A couple of weeks was ago we celebrated the 5th birthday for my two little Maltese, SweetPea and SnowPea. I always have a small cake for them and a couple of friends come over for food and fun. Of course, it is all about the guests of honor, but they let me share the spotlight with this award winning recipe.
Pasta with Savory Sausage & Cream
1 Tablespoon olive oil
1/4 cup sun dried tomatoes in oil, drained and reserved
1 tablespoon oil from sun-dried tomatoes
1/2 Cup diced yellow onions
3 Medium cloves garlic, peeled and diced
1 pound sweet Italian Sausage
1/2 teaspoon crushed red pepper
28 ounces Italian-style plum tomatoes, drained and chopped
1 1/2 Cups whipping cream
1/2 teaspoon salt
8 ounces bow tie pasta
1/4 Cup minced fresh wide-leaf parsley or basil
1/2 cup pine nuts, toasted
Feta or Gorgonzola cheese
- Heat olive oil and reserved sun-dried tomato oil in a large skillet; mix in onions and garlic and cook until tender.
- Stir in sausage, sun dried tomatoes, and red pepper into olive and onion mixture.
- Cook for seven minutes, breaking up sausage until no longer pink.
- Stir in tomatoes, whipping cream and salt.
- Lower heat and simmer until mixture thickens, approximately four minutes.
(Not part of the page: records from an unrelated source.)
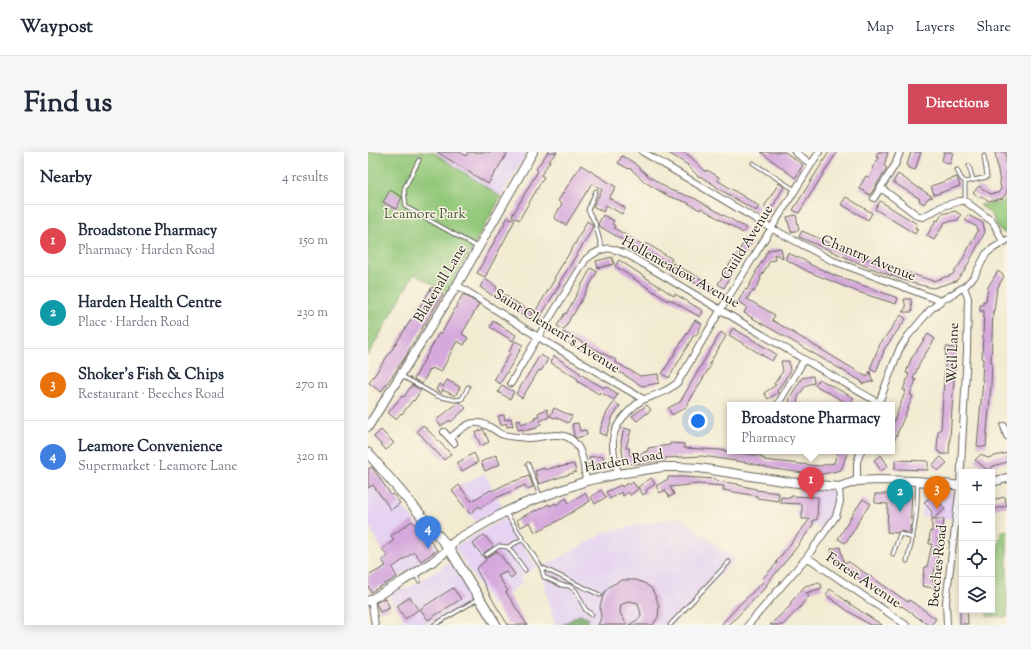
<!DOCTYPE html>
<meta charset="utf-8">
<style>
:root{--surface:#fff;--page:#f6f6f7;--text:#1f2937;--muted:#747a83;--line:#e0e1e3;--accent:#d1495b}
body{margin:0;font-family:"Sorts Mill Goudy",serif;background:var(--page);color:var(--text)}
.controls{position:absolute;right:12px;bottom:12px;display:grid;overflow:hidden;border-radius:0px;box-shadow:0 2px 10px #0003}
.controls button{width:36px;height:36px;display:grid;place-items:center;padding:0;border:0;border-bottom:1px solid var(--line);background:var(--surface);color:var(--text);font:20px sans-serif}
.you{position:absolute;left:330px;top:269px;width:14px;height:14px;margin:-10px;border:3px solid #fff;border-radius:50%;background:#1a73e8;box-shadow:0 0 0 6px #1a73e833}
.badge{display:grid;place-items:center;width:26px;height:26px;border-radius:50%;background:var(--accent);color:#fff;font-size:13px;font-weight:700}
.pin{position:absolute;translate:-50% -33px;filter:drop-shadow(0 1px 2px #0008)}
.pin::after{content:'';position:absolute;top:21px;width:14px;height:12px;background:inherit;clip-path:polygon(0 0,100% 0,50% 100%)}
.popup{position:absolute;left:359px;top:250px;width:168px;height:52px;box-sizing:border-box;display:grid;place-content:center;border-radius:0px;background:var(--surface);filter:drop-shadow(0 1px 3px #0005);font-size:13px;white-space:nowrap;color:var(--muted)}
.popup b{font-size:15px;color:var(--text)}
.popup::after{content:'';position:absolute;left:50%;top:100%;margin-left:-8px;border:8px solid transparent;border-top-color:var(--surface)}
.list{margin:0;padding:0;list-style:none}
h2{display:flex;justify-content:space-between;align-items:center;height:52px;margin:0;padding:0 16px;font-size:17px}
h2 small{font-size:13px;font-weight:400;color:var(--muted)}
.list li{display:grid;grid-template-columns:26px 1fr auto;gap:12px;align-items:center;box-sizing:border-box;height:72px;padding:0 16px;border-top:1px solid var(--line)}
.list b{display:block;font-size:15px;white-space:nowrap}
.list p{margin:0;font-size:13px;white-space:nowrap;color:var(--muted)}
.list em{font-size:13px;font-style:normal;color:var(--muted)}
.icon{flex:none;width:22px;height:22px;fill:none;stroke:currentColor;stroke-width:2;stroke-linecap:round;stroke-linejoin:round}
.map{position:relative;flex:none;width:639px;height:473px;overflow:hidden;border-radius:0px}
header{display:flex;align-items:center;gap:24px;box-sizing:border-box;height:56px;padding:0 20px;background:var(--surface);border-bottom:1px solid var(--line)}
header strong{font-size:19px}
nav{display:flex;gap:22px;margin-inline-start:auto;font-size:14px}
.intro{display:flex;align-items:center;justify-content:space-between;box-sizing:border-box;height:96px;padding:0 24px}
h1{margin:0;font-size:28px}
.button{padding:10px 18px;border-radius:0px;background:var(--accent);color:#fff;font-size:14px;font-weight:700}
main{display:flex;gap:24px;padding:0 24px}
aside{flex:1;background:var(--surface);border-radius:0px;box-shadow:0 2px 10px #0003}
.map>svg:first-child{display:block}
</style>
<header>
<strong>Waypost</strong>
<nav><a>Map</a><a>Layers</a><a>Share</a></nav>
</header>
<div class="intro"><h1>Find us</h1><a class="button">Directions</a></div>
<main>
<aside>
<h2>Nearby<small>4 results</small></h2>
<ul class="list">
<li><span class="badge" style="background:#e0444e">1</span><div><b>Broadstone Pharmacy</b><p>Pharmacy · Harden Road</p></div><em>150 m</em></li>
<li><span class="badge" style="background:#0f9aa8">2</span><div><b>Harden Health Centre</b><p>Place · Harden Road</p></div><em>230 m</em></li>
<li><span class="badge" style="background:#e8710a">3</span><div><b>Shoker's Fish &amp; Chips</b><p>Restaurant · Beeches Road</p></div><em>270 m</em></li>
<li><span class="badge" style="background:#3f7fe0">4</span><div><b>Leamore Convenience</b><p>Supermarket · Leamore Lane</p></div><em>320 m</em></li>
</ul>
</aside>
<div class="map">
<svg width="639" height="473" viewBox="0 0 639 473">
<rect width="100%" height="100%" fill="#fcf5e5"/>
<filter id="ink" filterUnits="userSpaceOnUse"><feTurbulence type="fractalNoise" baseFrequency=".025" numOctaves="2"/><feDisplacementMap in="SourceGraphic" scale="8" xChannelSelector="R" yChannelSelector="G"/><feConvolveMatrix kernelMatrix="1 2 1 2 8 2 1 2 1" color-interpolation-filters="sRGB"/></filter>
<filter id="wash" filterUnits="userSpaceOnUse"><feTurbulence type="fractalNoise" baseFrequency=".012" numOctaves="4" result="noise"/><feDisplacementMap in="SourceGraphic" scale="16" xChannelSelector="R" yChannelSelector="G"/><feGaussianBlur stdDeviation="0.9" result="paint"/><feColorMatrix in="noise" values="0 0 0 0 0 0 0 0 0 0 0 0 0 0 0 0 0 1.4 0 .05"/><feComposite in="paint" operator="in"/></filter>
<g filter="url(#wash)">
<rect width="100%" height="100%" fill="#f2ebd2"/>
<!-- built -->
<path fill="#e5d3f1" d="M65,0H159L133,45Z
M10,321L49,373L52,371L70,397V400L16,434L8,419L16,414L12,408L18,404L0,373V328Z
M116,321L135,355L108,370L84,339L96,329L97,332Z
M431,336L468,338L465,362L453,378L428,363Z
M556,336L586,341L585,367L553,364Z
M311,365L367,408L304,473H187L173,419L178,413L238,380Z
M137,366L169,415L152,425L155,431L124,453L86,395Z
M79,412H84L107,448L74,468L52,473H40L18,442L42,435Z"/>
<!-- green -->
<path fill="#91c778" stroke="#56724a" d="M0,0H65L133,45L79,140L46,122L0,203Z
M639,46V82L631,78L624,63L612,53L632,51Z
M639,378V465L619,464L620,458H624V433L633,380Z"/>
<!-- forest -->
<path fill="#74ac68" stroke="#486442" d="M211,463L220,465V473H194Z"/>
<g id="blocks">
<!-- building -->
<path fill="#d5a9dc" d="M69,0H92L98,4L100,0H140L120,32Z
M180,0H189L181,9H182L173,23L176,25L151,68L144,64L170,19L168,17Z
M299,0H315L323,5L338,20L339,18L351,25L349,28L391,54L388,59L348,35V34L332,24L331,25L319,13H320Z
M393,0H417L435,13L427,26Z
M461,0H469L431,61L425,58Z
M510,0H520L516,14L519,16L502,43L491,36L498,24L501,25L506,17L504,16L511,6L508,5Z
M543,0H553L547,18L541,16V14L539,13Z
M576,0H585L582,12L574,9Z
M627,0H638L639,40L635,46L621,49L615,45L613,46L605,41L611,34L622,42L630,41L633,37Z
M254,4L265,10L279,23L302,38L326,46L378,76L375,81L333,56L332,58L318,50L300,44L277,30L262,16L261,17L250,11Z
M213,13L248,35L241,46L257,56L254,62L238,53L235,60L225,54L234,38L224,31L198,73L186,66L194,52L190,49Z
M530,22L551,36L565,45L560,46L556,52L551,49L552,47L525,30Z
M589,25L592,34L566,43L563,34Z
M411,31L416,35L402,59L396,55Z
M22,38L34,45L28,57L15,50Z
M478,45L504,61L500,68L473,52Z
M512,49L549,72L547,76L550,77L547,82L507,57Z
M587,59L593,63L590,68L577,70L566,88L559,84L568,68L570,69L574,62Z
M235,63L246,69L244,72L247,74L246,76L275,93L272,98L231,74L230,72Z
M428,63L431,78L423,80L419,65Z
M600,63L615,71L617,80L597,118L588,129L565,136L544,131L500,115L431,85L434,79L504,109L565,129L584,123L592,112L606,86L610,79L609,75L597,68Z
M140,65L147,68L117,125L109,121Z
M219,69L225,73L221,83L191,131L192,132L171,167L165,163L187,127L186,126L207,92Z
M378,87L384,90L375,105L369,102Z
M278,91L304,107L301,113L275,97Z
M413,96L415,106L406,102L407,108L402,109L392,126L393,127L386,140L384,139L379,147L407,163L404,168L499,225L502,219L504,228L506,229L494,232L493,229L376,161L379,155L370,150L377,137L379,138L388,121H387L398,103L397,101L401,100L399,98Z
M420,101L442,111L441,112L468,124L530,146L528,152L490,140L441,120L417,107Z
M367,103L372,106L356,136L350,132Z
M244,105L246,112L230,116L228,109Z
M251,108L306,144L307,142L335,159L332,165L301,147L300,149L247,114Z
M305,111L347,135L344,141L302,116Z
M223,116L229,120L205,163H204L196,178L189,174L197,161L198,162Z
M630,119L636,124L629,137L626,159H625L623,210H624L623,234L619,279L618,295L609,294L615,228H614L615,207H614L616,159H612V153H615V149H618L620,135Z
M117,127L129,135L128,137L164,161L160,167L112,135Z
M64,135L75,142L39,201H40L13,240L1,231L27,193Z
M95,142L111,152L94,182L100,186L96,193L89,189L73,220L64,216L63,218L62,217L54,232L46,227L71,181L73,182Z
M536,147H543L544,160H534L538,156Z
M533,163L538,167L515,199H516L508,220L502,217L512,192Z
M327,168L334,172L328,184L326,183L301,226L294,222Z
M125,169L148,183L145,189L122,175Z
M365,176L408,202L404,209L361,183Z
M195,180L240,204L248,208L247,210L272,224L290,222L291,231L274,234L245,216L246,214L221,200L220,202L192,186Z
M353,180L358,184L341,212L343,213L322,248L318,255L304,263L300,256L312,250Z
M560,182L567,187L552,210L545,227L548,228L542,243L545,244L524,294V274L538,238H535L541,222L538,221L543,207Z
M147,189L155,193L132,232L126,228L142,201L141,200Z
M578,195L588,196L581,302H572V300L569,299L570,279L573,277Z
M172,203L180,207L173,219L171,218L154,246L148,242Z
M186,204L212,221V222L236,236L237,234L250,242L246,248L232,240L231,242L209,229L210,227L182,210Z
M413,209H421L422,220L409,239L410,241L400,247L396,241L408,233L406,232L415,219Z
M445,224L446,231L438,233L430,245L429,253H421L422,245L434,226Z
M451,227L486,246L482,253L447,233Z
M79,228L92,235L87,244L75,238L73,241L68,238L71,232L75,235Z
M44,233L53,238L46,249L45,248L34,262L33,261L28,267L20,261L34,244L36,245Z
M134,233L146,240L142,247L130,240Z
M92,250L98,256L83,270L82,268L73,274L68,268L76,262L90,251Z
M246,250L252,254L245,264L238,284L231,281L238,262Z
M279,253L283,258L269,269L264,264Z
M186,256L204,264L200,271L187,265V266L182,264Z
M179,257L181,265L172,269L173,272L169,274V276L155,279V277L150,278L148,269L152,268L153,272L167,268L166,265L171,264L170,261Z
M136,263L137,268L143,266L145,274L139,275L138,271L133,273L130,264Z
M210,271L212,279L218,278L219,283L208,286L206,284L204,272Z
M55,273L83,302L76,308L49,279Z
M256,276L263,278L258,296H261L262,303L276,301V300L280,299V296L302,293V291L316,292V296L352,298L393,304V306H396V308L451,314L466,311L470,299H480L473,318L451,323L406,317L381,311L334,304L297,306V308L266,312V311L256,312L253,290Z
M115,277L121,290L113,294L107,281Z
M13,278L26,291L18,298L6,285Z
M106,301L110,310L94,319L89,311Z
M639,301V310L625,314L621,319L607,308L613,302L619,306Z
M128,303L132,312L117,319L113,310Z
M513,303L520,314L513,319L506,308Z
M235,304L237,316L222,317L221,305Z
M573,305L579,311L570,319L564,313Z
M527,308L560,309V318L527,317Z
M206,312L208,320L171,332L167,319L176,316L177,318L191,314V315Z
M4,315L23,343L25,342L32,351L23,358L5,333L0,336V317Z
M161,324L165,335L159,337L157,333L144,339L128,346L112,356L111,354L102,362L84,339L91,333L103,349L123,338L124,339L138,332Z
M300,325H315L348,327V329L370,332V333L388,337V338L411,341L410,349L389,346V344L355,338L356,334L330,332L302,335L306,342L301,345L297,338L292,341L288,334L300,327Z
M283,326L287,332L278,338L279,340L275,343L270,335Z
M265,330L270,337L262,343L260,340L255,344L253,340L242,347L238,340L253,333L254,335L260,331L261,333Z
M233,338L238,345L227,352L223,345Z
M520,340H544L542,381L532,379L529,381L519,380L520,352L507,351V342H520Z
M217,341L222,349L188,370L167,380L162,370L153,375L148,368L168,358L169,359L181,352L182,354L187,351L188,353L198,346L201,351Z
M565,343L577,357L565,367H576L574,385H570V395L572,396L564,429H566L565,436L554,434L556,423H555L557,415H559L564,392H561L562,379L564,380V360L556,350Z
M423,344L450,345L449,368H445V373L422,404L398,433L399,434L361,473H353L371,453L396,429L394,427L409,411L408,410L442,367H434V352L412,351L413,345L423,346Z
M637,345L639,354L625,357L624,348Z
M495,347L503,352L494,363L486,378L477,391L470,387L486,360Z
M44,369L49,375L51,373L69,398L53,409L46,400L24,416L29,425L3,440L0,434V424L18,414L14,408L20,404L14,397L26,388L23,384Z
M116,383L125,394L116,401V405L119,406L129,399L147,422L143,426L138,420L130,424L140,439L138,440L159,473H140L127,452L108,417L118,408L105,392Z
M472,395L476,411L481,410L540,450L541,448L556,458L568,467L563,473H560L534,454L533,455L470,412L469,409L466,410L463,397Z
M254,428H268L276,431L283,436L288,445L291,455L290,465L285,473H261L272,466L273,462L270,451L261,449L253,453L252,461L259,473H230L233,466L232,454L236,441L242,434Z
M452,430L454,436L438,441L441,444L434,452V453L415,473H402L423,453L422,451L437,434Z
M85,436L93,447L60,468L52,457Z
M462,437L485,454L514,473H502L480,459L458,443Z
M42,445L50,458L37,467L29,454Z
M17,446L22,456L12,460L8,451Z
M592,458H599L600,472H592Z"/>
</g>
</g>
<g filter="url(#ink)">
<use href="#blocks" fill-opacity="0" stroke="#67645c" stroke-width="1"/>
<g fill="none" stroke-linecap="round" stroke-linejoin="round">
<defs>
<path id="service" d="M51,8L36,37L38,55L109,95
M385,11L427,38
M601,14L605,28
M589,18L593,26L597,30
M228,39L220,58L227,71L234,97
M597,49V30L619,25L616,4
M34,224L69,244L87,248L94,247L100,235
M160,312L172,344
M138,361L173,415L176,425L193,433L201,434L208,439L217,457L224,463
M155,387L140,395L157,418
M525,402L532,382L545,386
M118,403L131,394L140,395
M539,409C546,383 551,357 549,329
M173,415L232,443
M47,421L51,429
M66,473L110,447
M302,473L361,410"/>
<path id="minor" d="M275,0L403,76L463,108L573,149
M427,0L443,12
M513,36L550,64L555,65L575,54L592,49H597L625,70L635,90
M506,46L527,13L532,0
M89,133L170,185L275,247
M143,231L170,185L218,107C237,93 242,94 262,104C345,153 427,203 511,251
M410,252L436,208
M510,253L531,198L540,184L562,158L573,149L596,135L606,125L618,102L624,97L639,88
M636,274L639,284
M76,280L86,291
M82,286C91,279 100,269 111,271C120,272 126,278 133,282C141,285 150,285 158,286C174,287 195,276 207,291C216,301 216,317 218,329
M250,322C244,295 239,281 260,260C265,255 271,249 277,247C289,242 301,239 310,230L353,157L451,0
M489,329V310L493,299
M439,405L538,473
M3,447L7,473
M380,473L439,405L468,364L472,350L471,335
M579,473L578,450L592,334L599,199L600,146L596,135"/>
<path id="tertiary" d="M0,275L89,133L165,0
M624,330L639,326
M0,449L35,429L64,410L76,401L80,395L91,386L137,360L152,353L218,329L250,322L295,315H312L331,316L421,330L471,335L489,329L511,328L549,329L594,334"/>
<path id="secondary" d="M0,301L80,395L128,473"/>
</defs>
<!-- service casing -->
<use href="#service" stroke="#67645c" stroke-width="5"/>
<!-- minor casing -->
<use href="#minor" stroke="#67645c" stroke-width="8"/>
<!-- tertiary casing -->
<use href="#tertiary" stroke="#67645c" stroke-width="10"/>
<!-- secondary casing -->
<use href="#secondary" stroke="#67645c" stroke-width="11"/>
<!-- service -->
<use href="#service" stroke="#fff" stroke-width="3"/>
<!-- minor -->
<use href="#minor" stroke="#fff" stroke-width="6"/>
<!-- tertiary -->
<use href="#tertiary" stroke="#fff" stroke-width="8"/>
<!-- secondary -->
<use href="#secondary" stroke="#fff" stroke-width="9"/>
</g>
</g>
<g text-anchor="middle" dominant-baseline="central" stroke-width="3" stroke-linejoin="round" paint-order="stroke">
<!-- park labels -->
<g font-size="14" fill="#45583c" stroke="#fcf5e5">
<text x="57" y="63">Leamore Park</text>
</g>
<!-- street labels -->
<g font-size="14" fill="#1c1c1c" stroke="#fcf5e5">
<text transform="translate(380 91) rotate(-58)">Guild Avenue</text>
<text transform="translate(500 107) rotate(22)">Chantry Avenue</text>
<text transform="translate(312 121) rotate(29)">Hollemeadow Avenue</text>
<text transform="translate(73 132) rotate(-59)">Blakenall Lane</text>
<text transform="translate(188 180) rotate(32)">Saint Clement's Avenue</text>
<text transform="translate(586 201) rotate(-88)">Well Lane</text>
<text transform="translate(256 310) rotate(-10)">Harden Road</text>
<text transform="translate(571 414) rotate(-84)">Beeches Road</text>
<text transform="translate(495 429) rotate(34)">Forest Avenue</text>
</g>
</g>
</svg>
<div class="controls">
<button>+</button>
<button>−</button>
<button><svg class="icon" aria-label="locate" viewBox="0 0 24 24"><circle cx="12" cy="12" r="6"/><path d="M12 2v4M12 18v4M2 12h4M18 12h4"/></svg></button>
<button><svg class="icon" aria-label="layers" viewBox="0 0 24 24"><path d="M12 4l9 5-9 5-9-5zM3 14l9 5 9-5"/></svg></button>
</div>
<div class="you"></div>
<div class="pin badge" style="left:443px;top:348px;background:#e0444e">1</div>
<div class="popup"><b>Broadstone Pharmacy</b>Pharmacy</div>
<div class="pin badge" style="left:532px;top:360px;background:#0f9aa8">2</div>
<div class="pin badge" style="left:569px;top:357px;background:#e8710a">3</div>
<div class="pin badge" style="left:60px;top:397px;background:#3f7fe0">4</div>
</div>
</main>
- Cook bowtie pasta in boiling water with salt, approximately 10 minutes or until al dente.
- Drain Water, stir bowtie pasta into sauce
- Stir in parsley or basil.
- Serve with toasted pine nuts and the cheese of your choice
Serves 4
Preparation Time: 30 minutes
Cooking Time: 20 minutes
To toast pine nuts, I put a sheet of parchment paper on a cookie sheet and spread the nuts on the paper, roast on 350 degrees for about 5 minutes or until they start to turn a light color.
I used Penne pasta which was just as good.